[Stored entries]
BEGIN
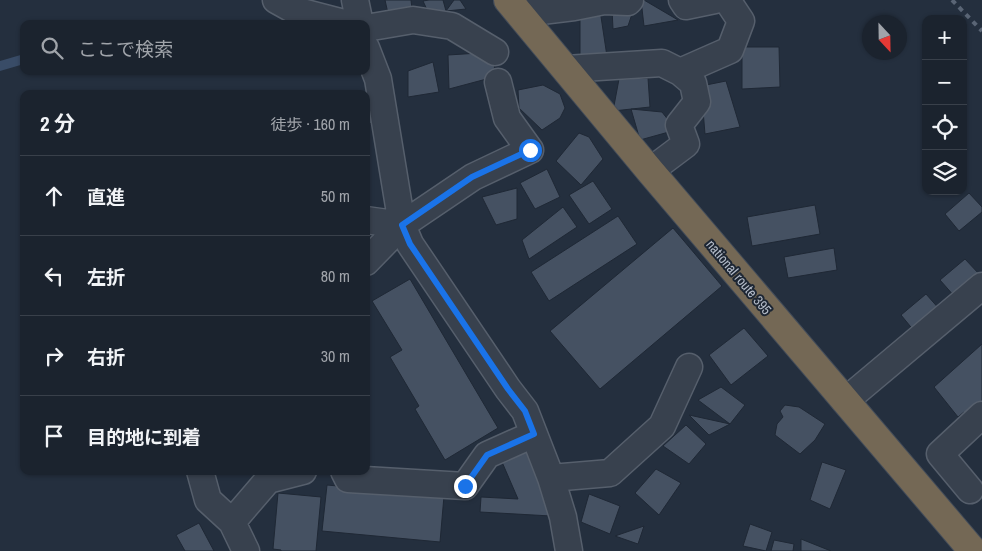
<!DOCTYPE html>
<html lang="ja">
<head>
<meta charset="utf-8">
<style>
  body { margin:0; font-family:"Archivo Narrow","Noto Sans JP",sans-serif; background:#242b36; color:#f1f3f6 }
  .controls { position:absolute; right:15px; top:15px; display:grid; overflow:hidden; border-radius:10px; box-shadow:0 1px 4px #0004 }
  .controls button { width:45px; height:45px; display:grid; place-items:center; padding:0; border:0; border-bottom:1px solid #39404a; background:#1b232e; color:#f1f3f6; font:25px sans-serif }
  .compass { position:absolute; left:862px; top:15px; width:45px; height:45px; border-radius:50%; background:#1b232e; box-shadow:0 1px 4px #0004; rotate:158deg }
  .stop { position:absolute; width:15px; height:15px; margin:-11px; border:4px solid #1a73e8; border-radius:50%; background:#fff }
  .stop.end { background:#1a73e8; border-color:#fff; box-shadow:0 1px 5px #0008 }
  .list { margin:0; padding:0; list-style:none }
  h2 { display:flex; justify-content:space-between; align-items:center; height:65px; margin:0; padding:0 20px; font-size:21px }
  h2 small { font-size:16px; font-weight:400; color:#a0a4aa }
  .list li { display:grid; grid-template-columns:32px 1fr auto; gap:15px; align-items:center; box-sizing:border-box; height:80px; padding:0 20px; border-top:1px solid #39404a }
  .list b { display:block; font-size:19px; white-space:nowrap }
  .list em { font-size:16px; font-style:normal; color:#a0a4aa }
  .icon { flex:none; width:28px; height:28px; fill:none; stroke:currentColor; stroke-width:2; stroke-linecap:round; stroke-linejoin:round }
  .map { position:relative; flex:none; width:982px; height:551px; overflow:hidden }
  .search { position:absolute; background:#1b232e; box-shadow:0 1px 4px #0004; left:20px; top:20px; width:350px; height:55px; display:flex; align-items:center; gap:12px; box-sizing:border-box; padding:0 18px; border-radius:10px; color:#a0a4aa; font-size:19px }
  .panel { position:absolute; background:#1b232e; box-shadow:0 1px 4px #0004; left:20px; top:90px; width:350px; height:385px; border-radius:10px }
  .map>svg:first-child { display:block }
</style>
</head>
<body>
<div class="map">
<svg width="982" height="551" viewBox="0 0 982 551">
  <rect width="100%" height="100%" fill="#242f3e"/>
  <path fill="#394c67" d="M 24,54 L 24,64 L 0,71 L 0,61 Z"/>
  <path fill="#455162" stroke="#1f2835" d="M 385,0 L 411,0 L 412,9 L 389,18 Z
    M 429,0 L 443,0 L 446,11 L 429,14 L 423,1 Z
    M 454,0 L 460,0 L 466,9 L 446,11 Z
    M 641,0 L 644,0 L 678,20 L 644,26 Z
    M 634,8 L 628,26 L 613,29 L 612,9 Z
    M 600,10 L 608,63 L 580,67 L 580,15 Z
    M 742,47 L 779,47 L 780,87 L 742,89 Z
    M 495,52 L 494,77 L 449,89 L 448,55 Z
    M 433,62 L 439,92 L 408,97 L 408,71 Z
    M 648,78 L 650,107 L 613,111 L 619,79 Z
    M 726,81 L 740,127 L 705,134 L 701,86 Z
    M 543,85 L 560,94 L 565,108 L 560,118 L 542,130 L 519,108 L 518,90 Z
    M 366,96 L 376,123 L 366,124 Z
    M 631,109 L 662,112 L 676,130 L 640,140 Z
    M 579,133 L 589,137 L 603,159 L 581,185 L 556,161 Z
    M 547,169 L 560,197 L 535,209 L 520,183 Z
    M 593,181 L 612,209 L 589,224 L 569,195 Z
    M 517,188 L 517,219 L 496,225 L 482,197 Z
    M 969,193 L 982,207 L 982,212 L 959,231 L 945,214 Z
    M 815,205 L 820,234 L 752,246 L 747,217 Z
    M 563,207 L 577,227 L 529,259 L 522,240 Z
    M 618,216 L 637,244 L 549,301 L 531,272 Z
    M 673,228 L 722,286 L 600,389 L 550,331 Z
    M 834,248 L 837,270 L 788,278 L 784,257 Z
    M 965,259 L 980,275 L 955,297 L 940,280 Z
    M 410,279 L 498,428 L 445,460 L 415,409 L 419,406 L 390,357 L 402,350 L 372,301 Z
    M 926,294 L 941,311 L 915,332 L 901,315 Z
    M 744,328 L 768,356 L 731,385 L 709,355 Z
    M 982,344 L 982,404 L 968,416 L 964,412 L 958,417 L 934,387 Z
    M 721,387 L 745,405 L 730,424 L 698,400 Z
    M 785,405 L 799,407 L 825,424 L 815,440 L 800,454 L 775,435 L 777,424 L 783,417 L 780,411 Z
    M 689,415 L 730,424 L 709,435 Z
    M 686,425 L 706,444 L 689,464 L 663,446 Z
    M 530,450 L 551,516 L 480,512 L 481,497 L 518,499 L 502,462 Z
    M 822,462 L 846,470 L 830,509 L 810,500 Z
    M 656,469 L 681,483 L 659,515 L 635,493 Z
    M 327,485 L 444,496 L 440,542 L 322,531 Z
    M 278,493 L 321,497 L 316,551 L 281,551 L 281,550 L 273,549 Z
    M 589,494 L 620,506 L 610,534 L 581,522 Z
    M 199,523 L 214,551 L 185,551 L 176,535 Z
    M 750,524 L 772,532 L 766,551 L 743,546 Z
    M 644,526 L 638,544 L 615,536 Z
    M 801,539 L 831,551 L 801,551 Z
    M 774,540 L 794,544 L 793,551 L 771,551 Z"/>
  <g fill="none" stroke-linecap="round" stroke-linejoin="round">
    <defs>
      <path id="minor" d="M 276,0 L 294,10 L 348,24
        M 355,0 L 360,24
        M 682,0 L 686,6 L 715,0
        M 523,17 L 533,12 L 574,7 L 604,1 L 628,2 L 630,0
        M 366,28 L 413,20 L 452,26 L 495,52
        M 366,48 L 378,79 L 402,225 L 410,244 L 508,389 L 525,411 L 551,478 L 563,517 L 569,551
        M 566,69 L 662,63 L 680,72 L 693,83 L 697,102 L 679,125 L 686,144 L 650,171
        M 680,72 L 730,50 L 741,21 L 727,0
        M 366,220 L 402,225
        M 366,262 L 402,225 L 473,177 L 530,150 L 507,118 L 498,82
        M 845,401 L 982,286
        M 200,471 L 208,500 L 232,522
        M 344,471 L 348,479 L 465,486 L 487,455 L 534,434
        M 551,478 L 610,473 L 662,426 L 689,367
        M 970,490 L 940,454 L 982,415
        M 246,551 L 232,522 L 268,480 L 303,471"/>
      <path id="highway" d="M 508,0 L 650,171 L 973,551"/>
    </defs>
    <use href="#minor" stroke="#565f6c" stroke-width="29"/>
    <use href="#highway" stroke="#434c59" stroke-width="30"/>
    <use href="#minor" stroke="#38414e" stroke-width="26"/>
    <use href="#highway" stroke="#746855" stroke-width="28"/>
    <path stroke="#5a6575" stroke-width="4" stroke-dasharray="5 5" stroke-linecap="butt" d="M 952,0 L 982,31"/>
  </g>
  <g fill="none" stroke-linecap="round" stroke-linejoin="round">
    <path stroke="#1a73e8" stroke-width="6" d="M 465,486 L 487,455 L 534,434 L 525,411 L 508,389 L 410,244 L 402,225 L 472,177 L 530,150"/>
  </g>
  <g text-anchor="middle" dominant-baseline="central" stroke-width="4" stroke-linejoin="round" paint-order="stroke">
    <g font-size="14" fill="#b4bcc9" stroke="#1d2633">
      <text transform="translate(739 277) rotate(50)">national route 395</text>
    </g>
  </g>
</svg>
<div class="controls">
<button>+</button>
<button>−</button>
<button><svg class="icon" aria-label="locate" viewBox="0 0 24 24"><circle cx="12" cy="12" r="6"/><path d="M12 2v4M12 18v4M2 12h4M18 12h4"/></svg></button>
<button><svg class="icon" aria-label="layers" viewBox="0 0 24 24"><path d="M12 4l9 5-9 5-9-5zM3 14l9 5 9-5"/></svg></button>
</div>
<svg class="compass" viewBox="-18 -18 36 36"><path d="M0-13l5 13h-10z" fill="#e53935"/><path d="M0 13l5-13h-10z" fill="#a0a4aa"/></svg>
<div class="stop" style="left:530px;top:150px"></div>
<div class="stop end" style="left:465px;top:486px"></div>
<div class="search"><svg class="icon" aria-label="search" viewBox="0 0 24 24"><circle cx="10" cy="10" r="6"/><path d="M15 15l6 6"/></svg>ここで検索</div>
<section class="panel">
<h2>2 分<small>徒歩 · 160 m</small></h2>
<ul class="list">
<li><svg class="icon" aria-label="ahead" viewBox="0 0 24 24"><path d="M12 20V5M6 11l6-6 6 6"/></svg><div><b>直進</b></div><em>50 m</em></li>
<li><svg class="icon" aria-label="left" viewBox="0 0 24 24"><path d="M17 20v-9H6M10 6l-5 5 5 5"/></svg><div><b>左折</b></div><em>80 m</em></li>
<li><svg class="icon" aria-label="right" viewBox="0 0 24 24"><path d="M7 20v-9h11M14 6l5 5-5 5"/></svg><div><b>右折</b></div><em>30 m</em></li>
<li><svg class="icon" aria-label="arrive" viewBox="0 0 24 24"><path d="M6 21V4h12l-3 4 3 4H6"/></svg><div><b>目的地に到着</b></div></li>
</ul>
</section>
</div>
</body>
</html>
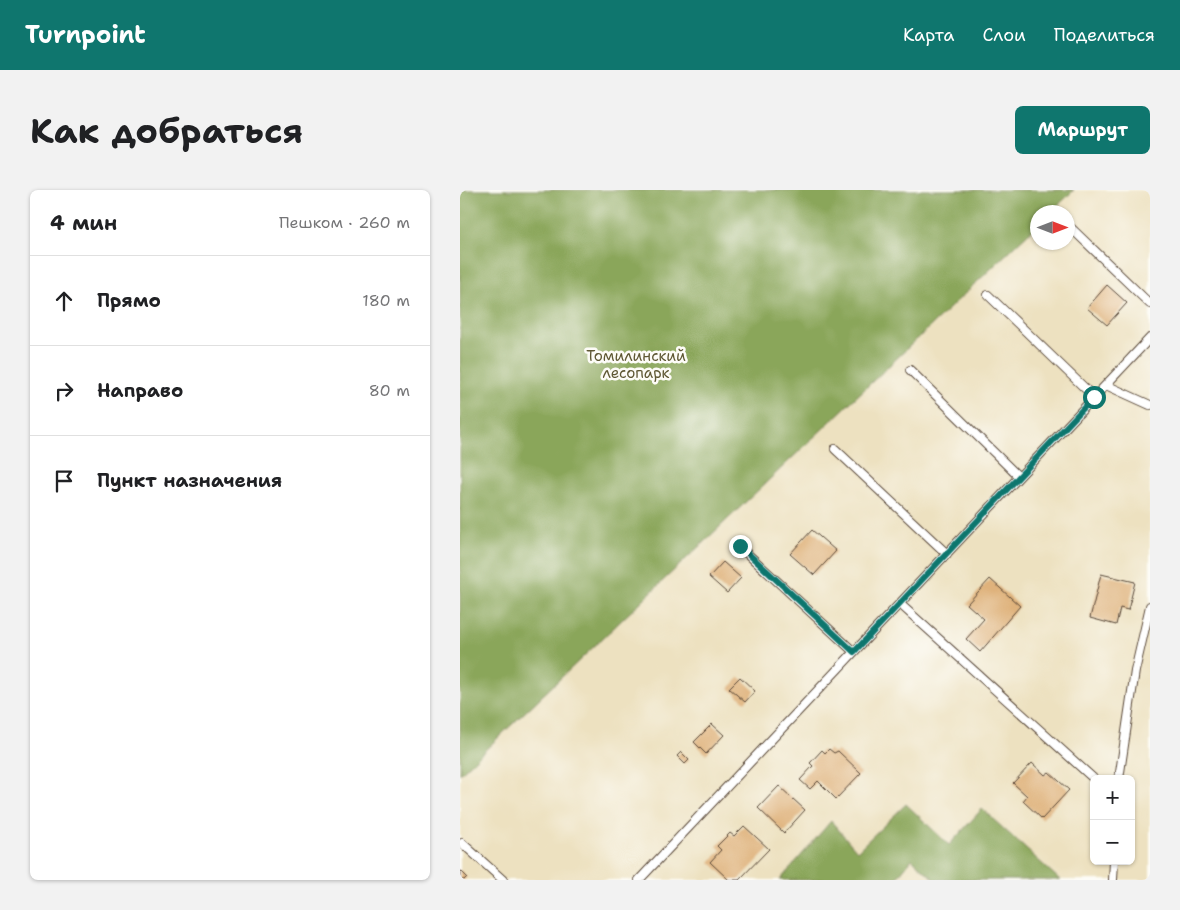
<!DOCTYPE html>
<html lang="ru">
<meta charset="utf-8">
<style>
body{margin:0;font-family:"Shantell Sans",sans-serif;background:#f2f2f2;color:#202124}
.controls{position:absolute;right:15px;bottom:15px;display:grid;overflow:hidden;border-radius:8px;box-shadow:0 1px 4px #0004}
.controls button{width:45px;height:45px;display:grid;place-items:center;padding:0;border:0;border-bottom:1px solid #e0e0e0;background:#fff;color:#202124;font:25px sans-serif}
.compass{position:absolute;left:570px;top:15px;width:45px;height:45px;border-radius:50%;background:#fff;box-shadow:0 1px 4px #0004;rotate:90deg}
.stop{position:absolute;width:15px;height:15px;margin:-11px;border:4px solid #0f766e;border-radius:50%;background:#fff}
.stop.end{background:#0f766e;border-color:#fff;box-shadow:0 1px 5px #0008}
.list{margin:0;padding:0;list-style:none}
h2{display:flex;justify-content:space-between;align-items:center;height:65px;margin:0;padding:0 20px;font-size:21px}
h2 small{font-size:16px;font-weight:400;color:#757577}
.list li{display:grid;grid-template-columns:32px 1fr auto;gap:15px;align-items:center;box-sizing:border-box;height:90px;padding:0 20px;border-top:1px solid #e0e0e0}
.list b{display:block;font-size:19px;white-space:nowrap}
.list em{font-size:16px;font-style:normal;color:#757577}
.icon{flex:none;width:28px;height:28px;fill:none;stroke:currentColor;stroke-width:2;stroke-linecap:round;stroke-linejoin:round}
.map{position:relative;flex:none;width:690px;height:690px;overflow:hidden;border-radius:8px}
header{display:flex;align-items:center;gap:30px;box-sizing:border-box;height:70px;padding:0 25px;background:#0f766e;color:#fff}
header strong{font-size:24px}
nav{display:flex;gap:28px;margin-inline-start:auto;font-size:18px}
.intro{display:flex;align-items:center;justify-content:space-between;box-sizing:border-box;height:120px;padding:0 30px}
h1{margin:0;font-size:35px}
.button{padding:12px 22px;border-radius:8px;background:#0f766e;color:#fff;font-size:18px;font-weight:700}
main{display:flex;gap:30px;padding:0 30px}
aside{flex:1;background:#fff;border-radius:8px;box-shadow:0 1px 4px #0004}
.map>svg:first-child{display:block}
</style>
<header>
<strong>Turnpoint</strong>
<nav><a>Карта</a><a>Слои</a><a>Поделиться</a></nav>
</header>
<div class="intro"><h1>Как добраться</h1><a class="button">Маршрут</a></div>
<main>
<aside>
<h2>4 мин<small>Пешком · 260 m</small></h2>
<ul class="list">
<li><svg class="icon" aria-label="ahead" viewBox="0 0 24 24"><path d="M12 20V5M6 11l6-6 6 6"/></svg><div><b>Прямо</b></div><em>180 m</em></li>
<li><svg class="icon" aria-label="right" viewBox="0 0 24 24"><path d="M7 20v-9h11M14 6l5 5-5 5"/></svg><div><b>Направо</b></div><em>80 m</em></li>
<li><svg class="icon" aria-label="arrive" viewBox="0 0 24 24"><path d="M6 21V4h12l-3 4 3 4H6"/></svg><div><b>Пункт назначения</b></div></li>
</ul>
</aside>
<div class="map">
<svg width="690" height="690" viewBox="0 0 690 690">
<rect width="100%" height="100%" fill="#fdfcf7"/>
<filter id="ink" filterUnits="userSpaceOnUse"><feTurbulence type="fractalNoise" baseFrequency=".02" numOctaves="2"/><feDisplacementMap in="SourceGraphic" scale="10" xChannelSelector="R" yChannelSelector="G"/><feConvolveMatrix kernelMatrix="1 2 1 2 8 2 1 2 1" color-interpolation-filters="sRGB"/></filter>
<filter id="wash" filterUnits="userSpaceOnUse"><feTurbulence type="fractalNoise" baseFrequency=".0096" numOctaves="4" result="noise"/><feDisplacementMap in="SourceGraphic" scale="20" xChannelSelector="R" yChannelSelector="G"/><feGaussianBlur stdDeviation="1.12" result="paint"/><feColorMatrix in="noise" values="0 0 0 0 0 0 0 0 0 0 0 0 0 0 0 0 0 1.4 0 .05"/><feComposite in="paint" operator="in"/></filter>
<g filter="url(#wash)">
<rect width="100%" height="100%" fill="#ede1c0"/>
<path fill="#8aa65a" stroke="#62683c" d="M0,0H614L591,22H578L577,35L0,584Z
M446,614L489,655L522,619L600,690H475L452,669L435,690H320L371,631L397,661Z"/>
<g id="blocks">
<path fill="#dfb27b" d="M647,95L667,113L647,135L627,118Z
M352,340L376,361L354,385L330,364Z
M263,372L281,388L267,403L249,387Z
M641,384L675,392L668,420L660,418L656,435L630,428Z
M530,389L560,416L520,462L506,449L524,429L507,414Z
M280,487L295,501L285,512L269,498Z
M252,534L264,545L246,564L234,552Z
M369,559L374,563L378,561L401,583L376,609L358,591L350,599L340,590L353,576L350,573L362,560L365,563Z
M221,562L229,570L225,574L217,566Z
M572,573L585,585L589,582L609,600L582,629L563,611L567,606L553,593Z
M319,596L345,620L324,643L298,618Z
M284,636L309,659L279,690H269L250,672L261,660L257,656L270,643L274,646Z
M0,680L7,687L4,690H0Z"/>
</g>
</g>
<g filter="url(#ink)">
<use href="#blocks" fill-opacity="0" stroke="#564536" stroke-width="1"/>
<g fill="none" stroke-linecap="round" stroke-linejoin="round">
<g stroke="#564536" stroke-width="10">
<path id="service" d="M608,35L690,114
M528,105L634,207
M450,180L559,287
M646,195L690,215
M375,259L487,364
M280,357L394,462
M440,414L634,589
M659,589L675,481L690,416
M2,653L43,690
M179,690L690,148
M653,690L654,671"/>
</g>
<use href="#service" stroke="#fff" stroke-width="8"/>
</g>
</g>
<g fill="none" stroke-linecap="round" stroke-linejoin="round" filter="url(#ink)">
<path stroke="#0f766e" stroke-width="6" d="M280,356L394,462L634,207"/>
</g>
<g text-anchor="middle" stroke-width="5" stroke-linejoin="round" paint-order="stroke">
<g font-size="15" fill="#5e5733" stroke="#fdfcf7">
<text x="176" y="171">Томилинский<tspan x="176" dy="17">лесопарк</tspan></text>
</g>
</g>
</svg>
<div class="controls">
<button>+</button>
<button>−</button>
</div>
<svg class="compass" viewBox="-18 -18 36 36"><path d="M0-13l5 13h-10z" fill="#e53935"/><path d="M0 13l5-13h-10z" fill="#757577"/></svg>
<div class="stop" style="left:634px;top:207px"></div>
<div class="stop end" style="left:280px;top:356px"></div>
</div>
</main>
END
EXERCISE INSTRUCTIONS =
Quote only what lies between the first line of the records and the line containing "font-size:16px; font-weight:400; color:#a0a4aa", please, including both lines and excluding images.

OUTPUT OF THE EXERCISE =
<!DOCTYPE html>
<html lang="ja">
<head>
<meta charset="utf-8">
<style>
  body { margin:0; font-family:"Archivo Narrow","Noto Sans JP",sans-serif; background:#242b36; color:#f1f3f6 }
  .controls { position:absolute; right:15px; top:15px; display:grid; overflow:hidden; border-radius:10px; box-shadow:0 1px 4px #0004 }
  .controls button { width:45px; height:45px; display:grid; place-items:center; padding:0; border:0; border-bottom:1px solid #39404a; background:#1b232e; color:#f1f3f6; font:25px sans-serif }
  .compass { position:absolute; left:862px; top:15px; width:45px; height:45px; border-radius:50%; background:#1b232e; box-shadow:0 1px 4px #0004; rotate:158deg }
  .stop { position:absolute; width:15px; height:15px; margin:-11px; border:4px solid #1a73e8; border-radius:50%; background:#fff }
  .stop.end { background:#1a73e8; border-color:#fff; box-shadow:0 1px 5px #0008 }
  .list { margin:0; padding:0; list-style:none }
  h2 { display:flex; justify-content:space-between; align-items:center; height:65px; margin:0; padding:0 20px; font-size:21px }
  h2 small { font-size:16px; font-weight:400; color:#a0a4aa }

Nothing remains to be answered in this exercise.